— EXERCISE INSTRUCTIONS —
In the material below, find each line with the string "SourceGraphic" and copy it.

— DATA —
+-------+

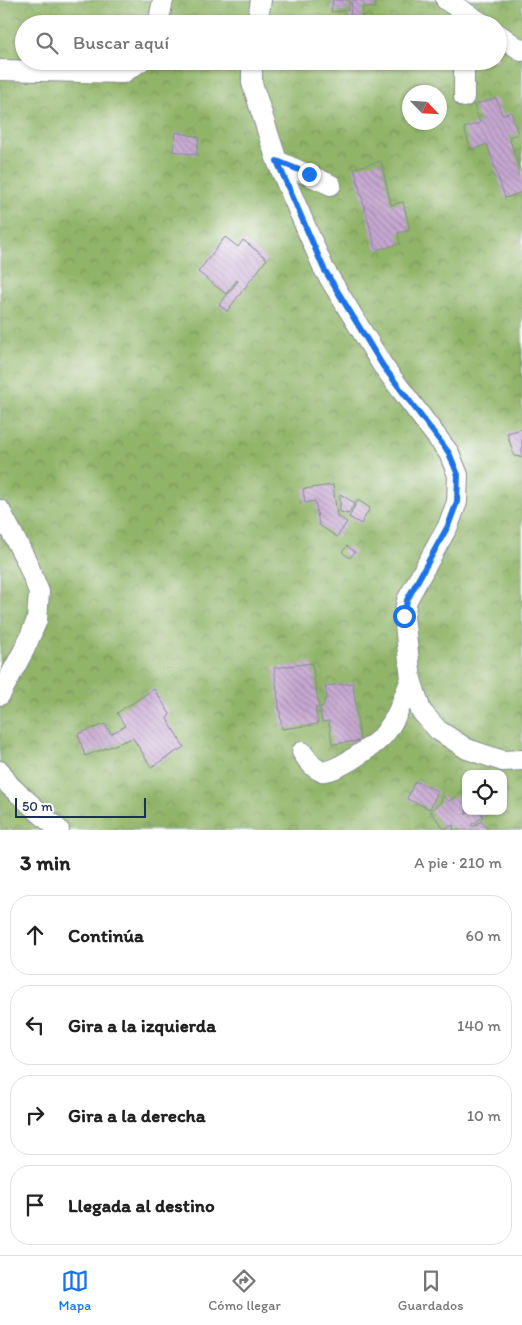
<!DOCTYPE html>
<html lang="es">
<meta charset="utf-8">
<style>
body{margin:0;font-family:Itim,sans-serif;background:#f2f2f2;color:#222}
.controls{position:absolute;right:15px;bottom:15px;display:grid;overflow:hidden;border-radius:10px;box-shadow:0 1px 4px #0004}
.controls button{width:45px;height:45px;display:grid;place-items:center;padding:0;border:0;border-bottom:1px solid #e0e0e0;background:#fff;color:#222;font:25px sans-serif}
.compass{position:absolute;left:402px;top:85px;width:45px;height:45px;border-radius:50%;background:#fff;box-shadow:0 1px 4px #0004;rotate:115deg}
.scale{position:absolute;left:15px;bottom:12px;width:131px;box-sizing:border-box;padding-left:5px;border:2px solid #1b2f5e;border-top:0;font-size:14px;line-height:18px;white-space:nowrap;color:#1b2f5e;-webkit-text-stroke:4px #fff;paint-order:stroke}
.stop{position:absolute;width:15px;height:15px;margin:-11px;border:4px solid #1a73e8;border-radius:50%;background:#fff}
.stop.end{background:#1a73e8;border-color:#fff;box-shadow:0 1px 5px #0008}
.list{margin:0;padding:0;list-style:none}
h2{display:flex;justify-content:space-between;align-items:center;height:65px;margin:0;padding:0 20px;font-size:21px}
h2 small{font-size:16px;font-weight:400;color:#767676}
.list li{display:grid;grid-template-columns:32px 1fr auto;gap:15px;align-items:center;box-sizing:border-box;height:80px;margin:0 10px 10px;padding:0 10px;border:1px solid #e0e0e0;border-radius:20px}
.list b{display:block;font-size:19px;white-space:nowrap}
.list em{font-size:16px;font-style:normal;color:#767676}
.icon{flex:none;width:28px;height:28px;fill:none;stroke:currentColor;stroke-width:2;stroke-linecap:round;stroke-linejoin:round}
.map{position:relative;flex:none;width:522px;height:830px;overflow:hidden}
.search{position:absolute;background:#fff;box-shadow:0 1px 4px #0004;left:15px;right:15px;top:15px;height:55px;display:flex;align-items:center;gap:12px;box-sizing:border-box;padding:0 18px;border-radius:28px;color:#767676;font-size:19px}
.sheet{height:425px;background:#fff}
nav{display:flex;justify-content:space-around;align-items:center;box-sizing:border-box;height:70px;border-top:1px solid #e0e0e0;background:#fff;font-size:14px;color:#767676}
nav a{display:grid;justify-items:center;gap:2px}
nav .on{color:#1a73e8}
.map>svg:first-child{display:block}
</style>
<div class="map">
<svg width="522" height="830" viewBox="0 0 522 830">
<defs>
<pattern id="forest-crowns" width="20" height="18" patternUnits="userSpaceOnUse" patternTransform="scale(1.25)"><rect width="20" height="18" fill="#90b468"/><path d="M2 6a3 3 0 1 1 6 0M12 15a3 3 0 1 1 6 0" fill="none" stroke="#759359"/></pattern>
<pattern id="building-back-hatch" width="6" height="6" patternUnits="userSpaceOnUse" patternTransform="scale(1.25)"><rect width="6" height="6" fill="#c6a7d0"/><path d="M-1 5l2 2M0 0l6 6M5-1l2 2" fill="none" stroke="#a088ac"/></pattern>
</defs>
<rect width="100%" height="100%" fill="#fff"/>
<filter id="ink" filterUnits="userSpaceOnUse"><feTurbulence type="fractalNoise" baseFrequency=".02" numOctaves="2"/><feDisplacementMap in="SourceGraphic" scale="10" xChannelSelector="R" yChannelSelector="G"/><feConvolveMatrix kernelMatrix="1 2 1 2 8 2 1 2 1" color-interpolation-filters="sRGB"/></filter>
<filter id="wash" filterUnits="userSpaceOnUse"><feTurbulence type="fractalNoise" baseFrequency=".0096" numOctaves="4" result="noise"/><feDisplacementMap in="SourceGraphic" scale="20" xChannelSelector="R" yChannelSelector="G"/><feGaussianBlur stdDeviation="1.12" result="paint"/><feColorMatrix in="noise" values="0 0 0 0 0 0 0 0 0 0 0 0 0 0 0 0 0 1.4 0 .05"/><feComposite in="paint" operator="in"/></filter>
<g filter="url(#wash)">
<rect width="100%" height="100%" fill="#efe6ca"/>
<path fill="url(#forest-crowns)" stroke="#567263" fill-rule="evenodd" d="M 0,0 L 522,0 L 522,830 L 0,830 ZM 24,24 L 498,24 L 498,61 L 24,61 ZM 410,92 L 440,92 L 440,122 L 410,122 ZM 466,774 L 503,774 L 503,811 L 466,811 Z"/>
<g id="blocks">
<path fill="url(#building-back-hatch)" d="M 333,0 L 350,0 L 348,10 L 331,12 Z
M 352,0 L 375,0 L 375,8 L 363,7 L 361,24 L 349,24 Z
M 496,98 L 502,115 L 511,112 L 518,134 L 509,137 L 522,176 L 522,192 L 505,198 L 487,144 L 471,150 L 464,128 L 480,123 L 474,105 Z
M 176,132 L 199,137 L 196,155 L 173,151 Z
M 381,161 L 391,205 L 403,202 L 410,230 L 398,233 L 400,244 L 376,250 L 354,168 Z
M 225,237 L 238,247 L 243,240 L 267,259 L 227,311 L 219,305 L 238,281 L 237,280 L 226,294 L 198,272 Z
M 522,429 L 522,457 L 514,456 L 507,433 Z
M 333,485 L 337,516 L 347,522 L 337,537 L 319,525 L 315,501 L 305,503 L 303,489 Z
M 340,494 L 355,503 L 348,514 L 340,512 Z
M 358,500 L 370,508 L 361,524 L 349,517 Z
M 347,546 L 355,552 L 350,558 L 342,552 Z
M 312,663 L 319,708 L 315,708 L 318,724 L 282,729 L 274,668 Z
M 353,683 L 360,741 L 332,744 L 329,721 L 322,722 L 320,707 L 324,706 L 324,700 L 327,699 L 325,686 Z
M 154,689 L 170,714 L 167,719 L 184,747 L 151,767 L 133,738 L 85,756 L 78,734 L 105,724 L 111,734 L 125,726 L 117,713 Z
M 415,781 L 438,791 L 430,809 L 407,799 Z
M 466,791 L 466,811 L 467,811 L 465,815 L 470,811 L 481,811 L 483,817 L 471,825 L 473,827 L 481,821 L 488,830 L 453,830 L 454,825 L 444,829 L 430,811 L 441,802 L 442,795 L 449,801 Z"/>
</g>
</g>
<g filter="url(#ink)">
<use href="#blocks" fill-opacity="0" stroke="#858a94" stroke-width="1"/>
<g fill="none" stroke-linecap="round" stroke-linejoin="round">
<g stroke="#858a94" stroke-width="22">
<path id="minor" d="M 446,0 L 483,24
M 158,24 L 163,0
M 257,24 L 261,0
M 498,34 L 522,51
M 252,61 L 252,83 L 277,161 L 324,269 L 383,366 L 449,453 L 458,475 L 457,502 L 448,526 L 407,600 L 404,616 L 411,679 L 421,711 L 438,730 L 467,749 L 503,761 L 522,760
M 0,70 L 123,73 L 141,61
M 464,97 L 464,61
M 277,161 L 331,185
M 0,510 L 27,562 L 39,592 L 37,620 L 25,648 L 0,695
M 302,752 C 307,759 312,768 321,771 C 335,774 378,743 386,732 C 398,716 404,697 411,679
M 0,771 L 9,785 L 59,830"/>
</g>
<use href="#minor" stroke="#fff" stroke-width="20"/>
</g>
</g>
<g fill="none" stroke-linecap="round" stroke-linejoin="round" filter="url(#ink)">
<path stroke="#1a73e8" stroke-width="6" d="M 309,174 L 277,161 L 324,269 L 383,366 L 449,453 L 458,475 L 457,502 L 448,526 L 407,600 L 404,616"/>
</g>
</svg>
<div class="controls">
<button><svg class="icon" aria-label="locate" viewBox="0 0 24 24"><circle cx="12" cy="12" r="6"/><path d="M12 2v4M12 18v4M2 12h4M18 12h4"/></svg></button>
</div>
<svg class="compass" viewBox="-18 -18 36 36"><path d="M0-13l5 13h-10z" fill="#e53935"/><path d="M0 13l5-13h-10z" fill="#767676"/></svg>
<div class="scale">50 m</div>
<div class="stop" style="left:404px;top:616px"></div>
<div class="stop end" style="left:309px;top:174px"></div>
<div class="search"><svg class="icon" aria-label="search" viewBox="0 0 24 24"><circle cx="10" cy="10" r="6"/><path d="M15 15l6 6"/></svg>Buscar aquí</div>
</div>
<section class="sheet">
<h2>3 min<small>A pie · 210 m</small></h2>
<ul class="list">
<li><svg class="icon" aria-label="ahead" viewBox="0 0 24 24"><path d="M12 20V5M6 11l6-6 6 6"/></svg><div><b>Continúa</b></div><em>60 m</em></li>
<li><svg class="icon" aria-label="left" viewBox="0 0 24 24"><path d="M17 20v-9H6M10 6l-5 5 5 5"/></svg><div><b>Gira a la izquierda</b></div><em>140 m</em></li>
<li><svg class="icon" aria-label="right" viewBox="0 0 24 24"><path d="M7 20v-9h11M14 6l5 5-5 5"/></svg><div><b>Gira a la derecha</b></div><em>10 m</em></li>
<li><svg class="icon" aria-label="arrive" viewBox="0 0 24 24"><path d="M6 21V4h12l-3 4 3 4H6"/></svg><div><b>Llegada al destino</b></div></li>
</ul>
</section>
<nav>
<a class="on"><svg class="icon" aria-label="map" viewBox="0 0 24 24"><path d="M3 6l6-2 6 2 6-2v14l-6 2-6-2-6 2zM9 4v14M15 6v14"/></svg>Mapa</a>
<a><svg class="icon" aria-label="directions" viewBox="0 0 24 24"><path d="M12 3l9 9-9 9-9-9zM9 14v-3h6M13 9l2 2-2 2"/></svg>Cómo llegar</a>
<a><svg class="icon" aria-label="saved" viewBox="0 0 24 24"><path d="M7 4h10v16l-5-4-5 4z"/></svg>Guardados</a>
</nav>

+-------+

— SOLUTION TO THIS EXERCISE —
<filter id="ink" filterUnits="userSpaceOnUse"><feTurbulence type="fractalNoise" baseFrequency=".02" numOctaves="2"/><feDisplacementMap in="SourceGraphic" scale="10" xChannelSelector="R" yChannelSelector="G"/><feConvolveMatrix kernelMatrix="1 2 1 2 8 2 1 2 1" color-interpolation-filters="sRGB"/></filter>
<filter id="wash" filterUnits="userSpaceOnUse"><feTurbulence type="fractalNoise" baseFrequency=".0096" numOctaves="4" result="noise"/><feDisplacementMap in="SourceGraphic" scale="20" xChannelSelector="R" yChannelSelector="G"/><feGaussianBlur stdDeviation="1.12" result="paint"/><feColorMatrix in="noise" values="0 0 0 0 0 0 0 0 0 0 0 0 0 0 0 0 0 1.4 0 .05"/><feComposite in="paint" operator="in"/></filter>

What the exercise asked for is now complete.